Borders notes almost half the states have approved some sort of marijuana legalization, and those efforts are continuing. "The corner has already been turned," he says.
Republican U.S. Sen. Lindsey Graham last year introduced a bill that would ban abortions after 20 weeks of pregnancy.
But heading toward the 40th anniversary of Roe vs. Wade, state Sen. Lee Bright - one of Graham's rivals in the June GOP primary - is being endorsed by one of the various anti-abortion advocacies in the state.
Voice of the Unborn is planning a rally Jan. 21 at the Statehouse. Group director Johnny Gardner said Bright, R-Spartanburg, is their choice because of his support of the "Personhood Act of South Carolina," which affirms constitutional rights begin at conception.
"We endorse pro-life Sen. Lee Bright for the U.S. Senate to replace liberal Lindsey Graham," Gardner's announcement said.
Graham faces three other opponents: Upstate attorney and businessman Richard Cash; Orangeburg attorney Bill Connor; and Nancy Mace, the first female graduate of The Citadel Corps of Cadets.
The national election news site Politico just named its 10 U.S. House races, 10 Senate races and 10 gubernatorial races to watch in 2014, and no South Carolina office made any of the rankings.
The list mostly focused on which races are expected to be the most competitive in the general election.
The news may not be what Democrats want to hear, especially in the governor's race.
Charleston civil rights activist the Rev. Joe Darby took time during his Emancipation Proclamation sermon this week to take a few shots at the state's leading Republicans as he discussed inequalities in the black community.
One example was shortcomings in the state's health care system, as he pointed the finger at Gov. Nikki Haley.
"Our governor encouraged people as she lit the state Christmas tree to do a random act of kindness and turns around and makes it hard for those in need to get health care and plays with guns like she's Annie Oakley," he said, referencing the female sharpshooter who worked with Buffalo Bill's Wild West Show in the 1800s.
Haley got widespread attention a week ago for putting a picture of her handgun Christmas present on social media.
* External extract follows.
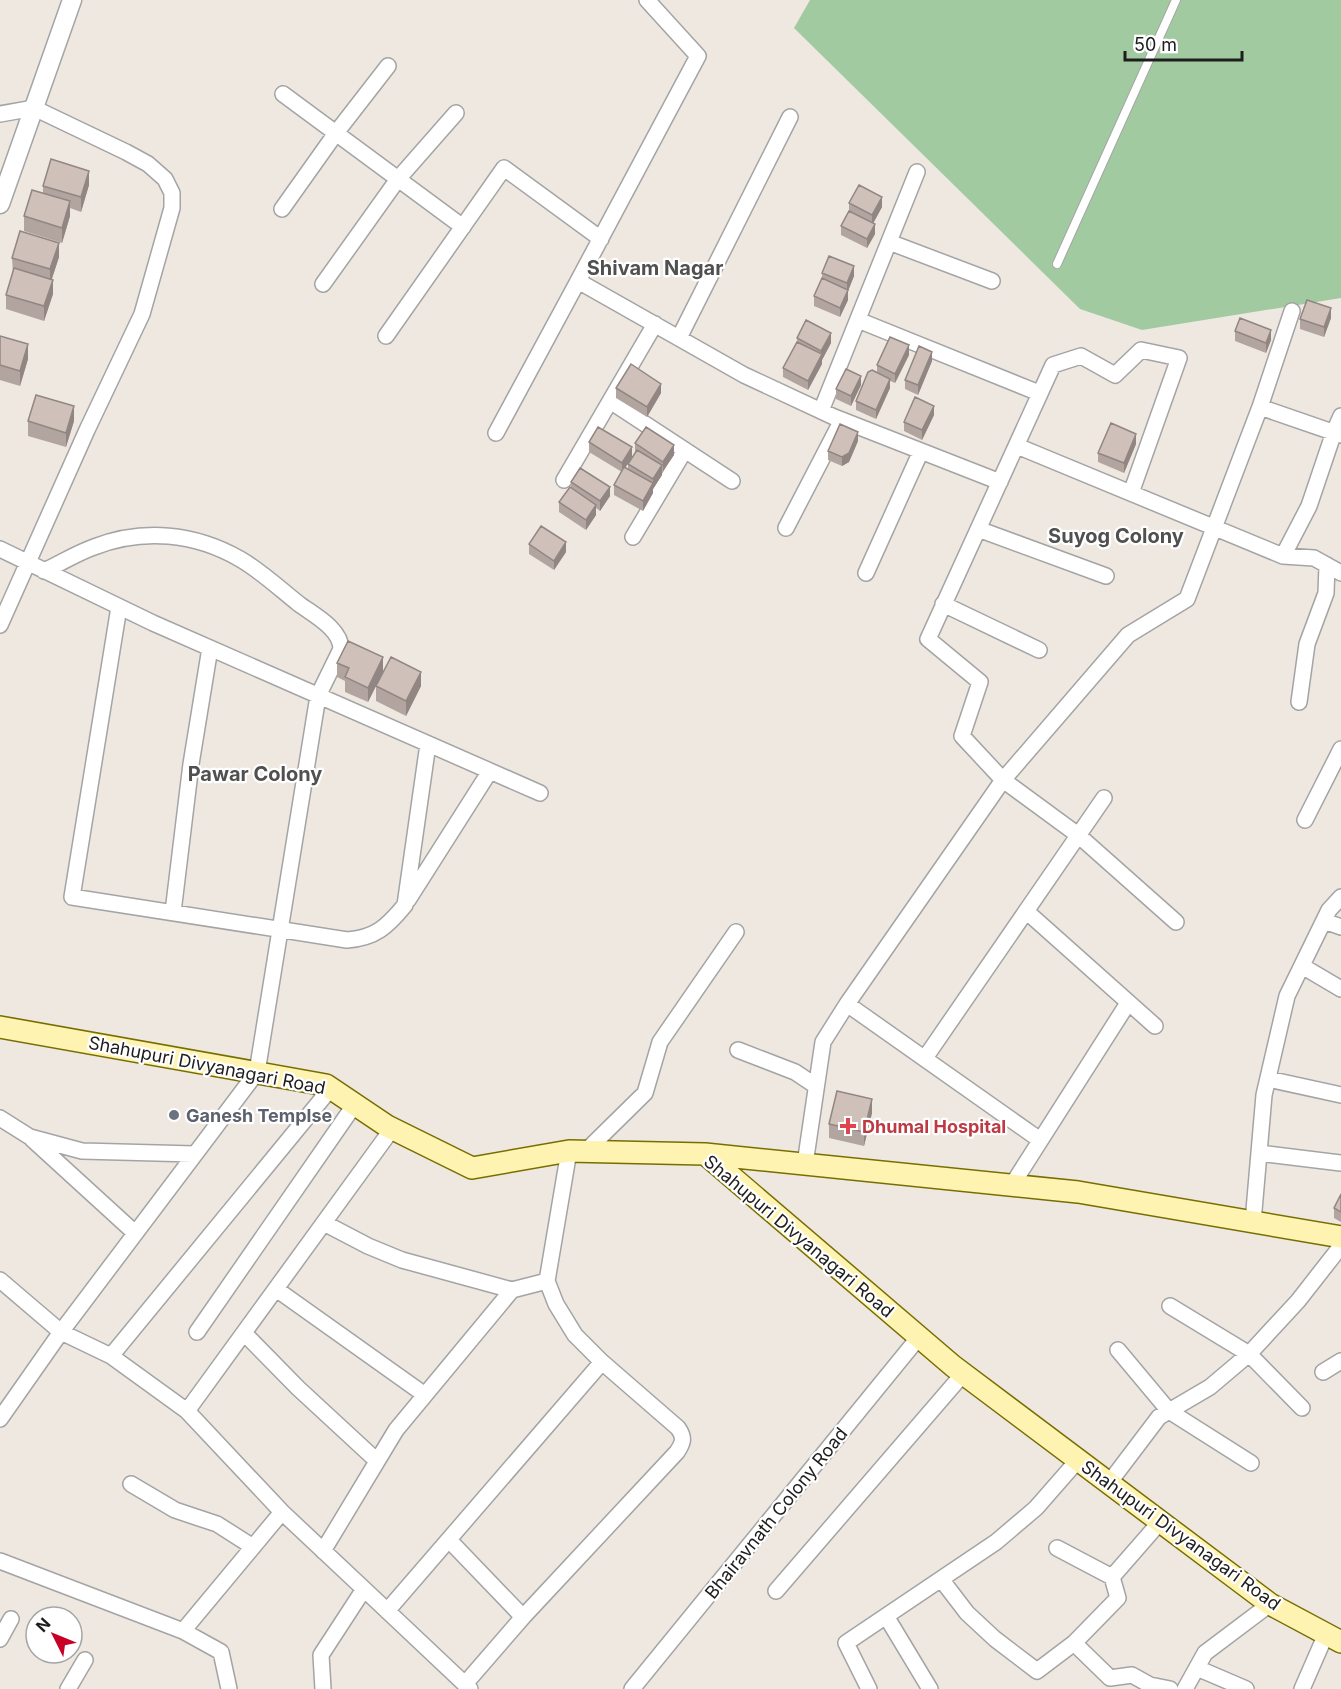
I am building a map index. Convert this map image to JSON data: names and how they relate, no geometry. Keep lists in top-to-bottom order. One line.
{"streets":{"main road":["Shahupuri Divyanagari Road"],"street":["Bhairavnath Colony Road"]},"crossings":[["Shahupuri Divyanagari Road","Bhairavnath Colony Road"]],"districts":["Shivam Nagar","Suyog Colony","Pawar Colony"],"places":{"other":["Ganesh Templse"],"health":["Dhumal Hospital"]},"scale_bar":"50 m","north":"top left"}
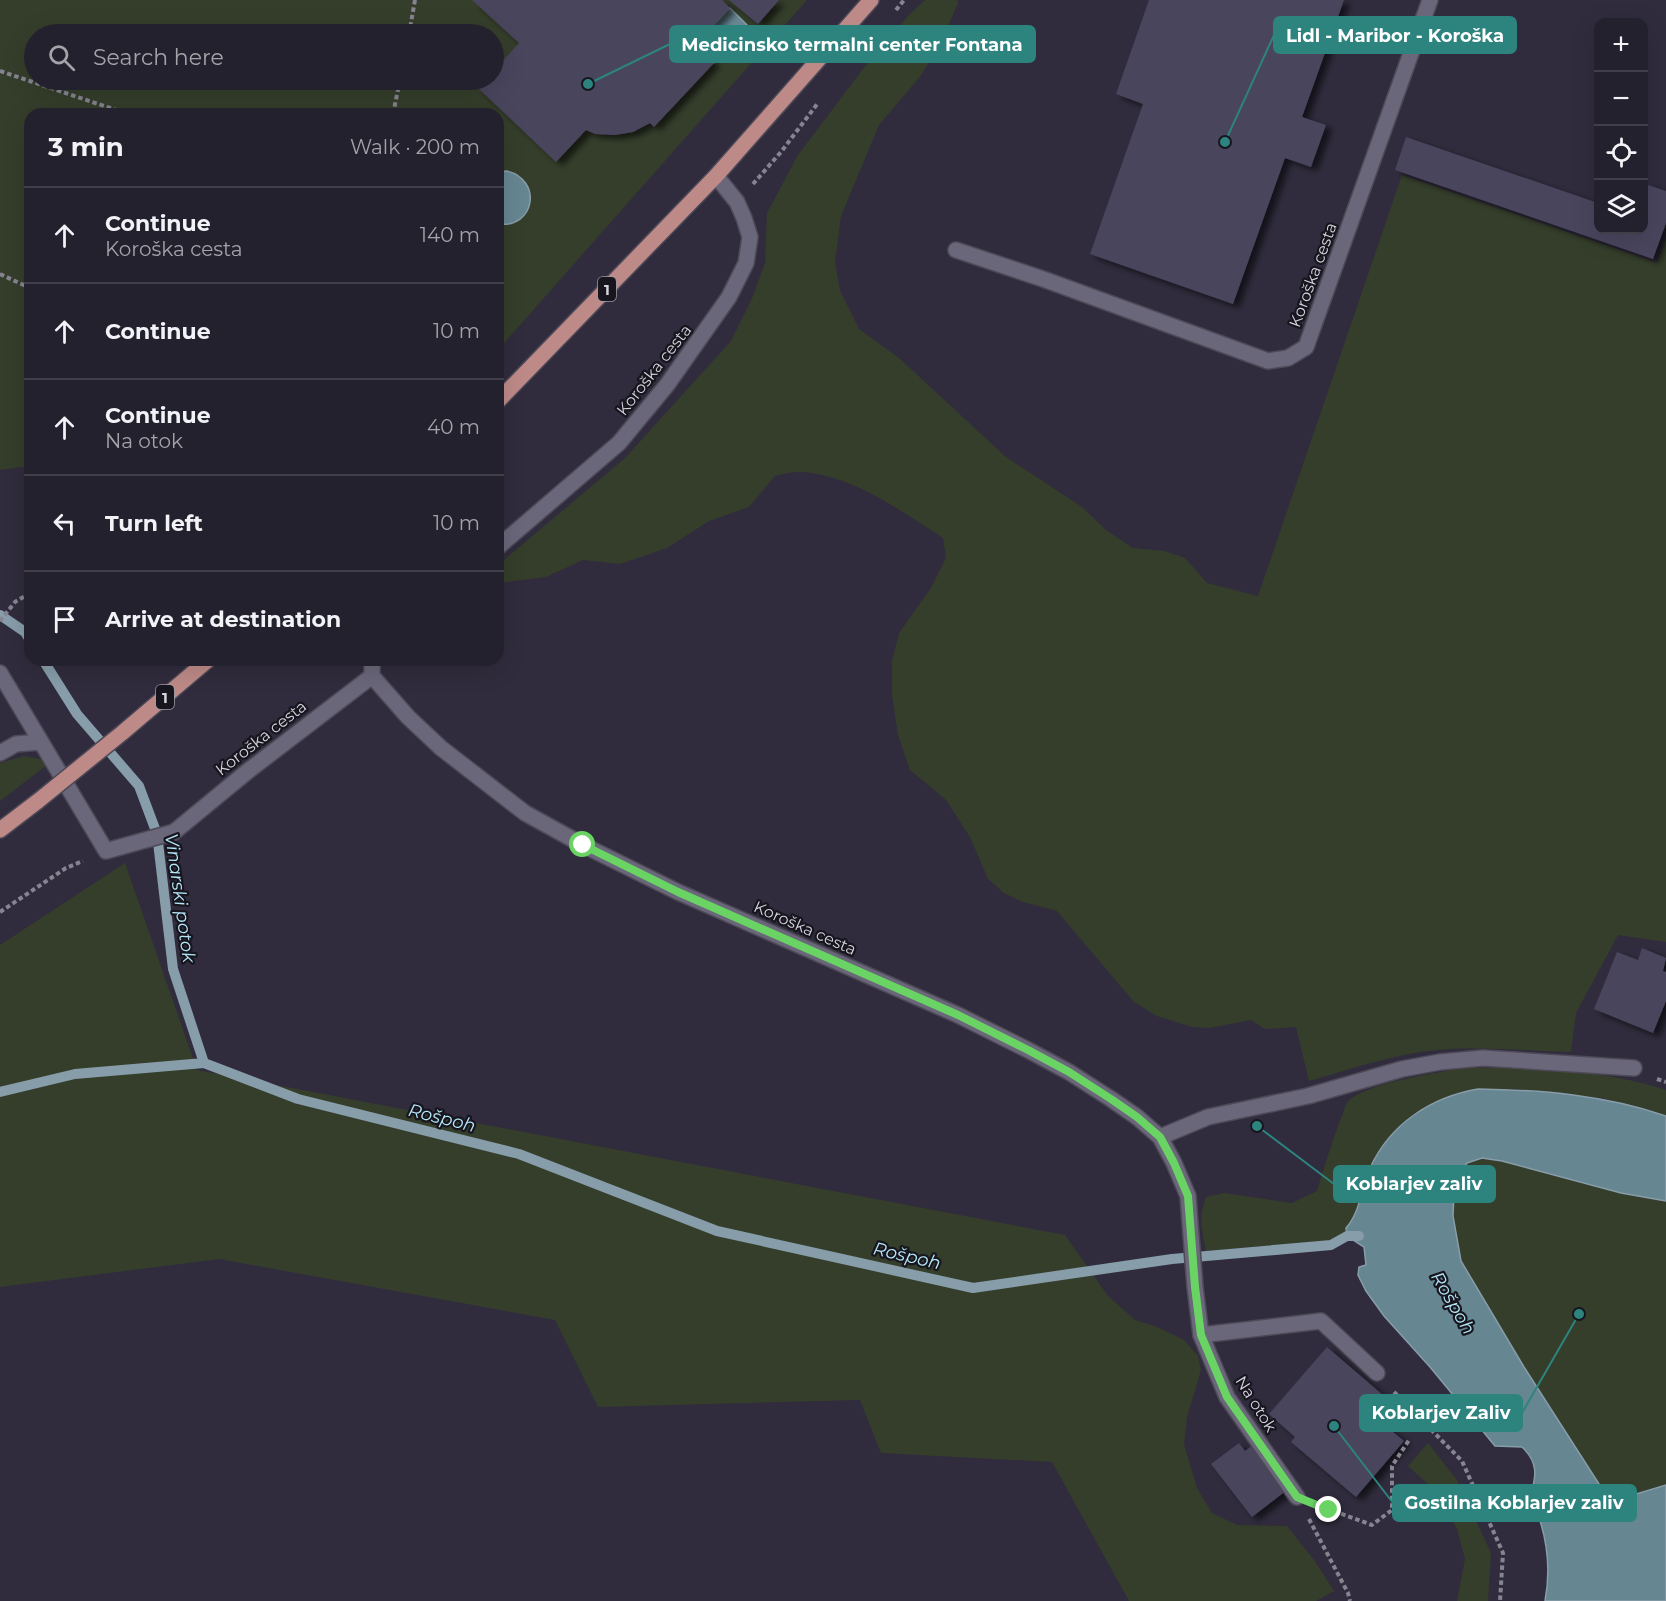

She also has faced some criticism after declining to accept money from Washington to expand Medicaid benefits under Obamacare.
Darby urged church-goers to rise up and start voting for leaders who have their interest at heart.
"We can tell somebody that Barack Obama may be in the White House, Nikki Haley might be in the Governor's Mansion, and Glenn McConnell might be lieutenant governor, and Tim Scott might keep a seat warm in the Senate, but that ain't power; there is power in the name of Jesus . to fight every chain."
The comments came during a sermon Wednesday marking the 151st annual celebration of Emancipation Day. Darby is also first vice president of the Charleston NAACP.
The tiny town of Lincolnville will have a new election for mayor Feb. 25 after Charleston County election officials upheld a protest of the November election.
The difference was just three votes when runner-up candidate Tyrone Aiken challenged the apparent victory by Charles Duberry on grounds that three ballots were cast by people who were not eligible. The race was an 88 to 85 tally.
"Basically it's just a do-over," said Joseph Debney, executive director of the county Board of Elections and Voter Registration. "But it will be just those two candidates."
Lincolnville is a tiny town of about 1,200 people sandwiched between North Charleston and Summerville.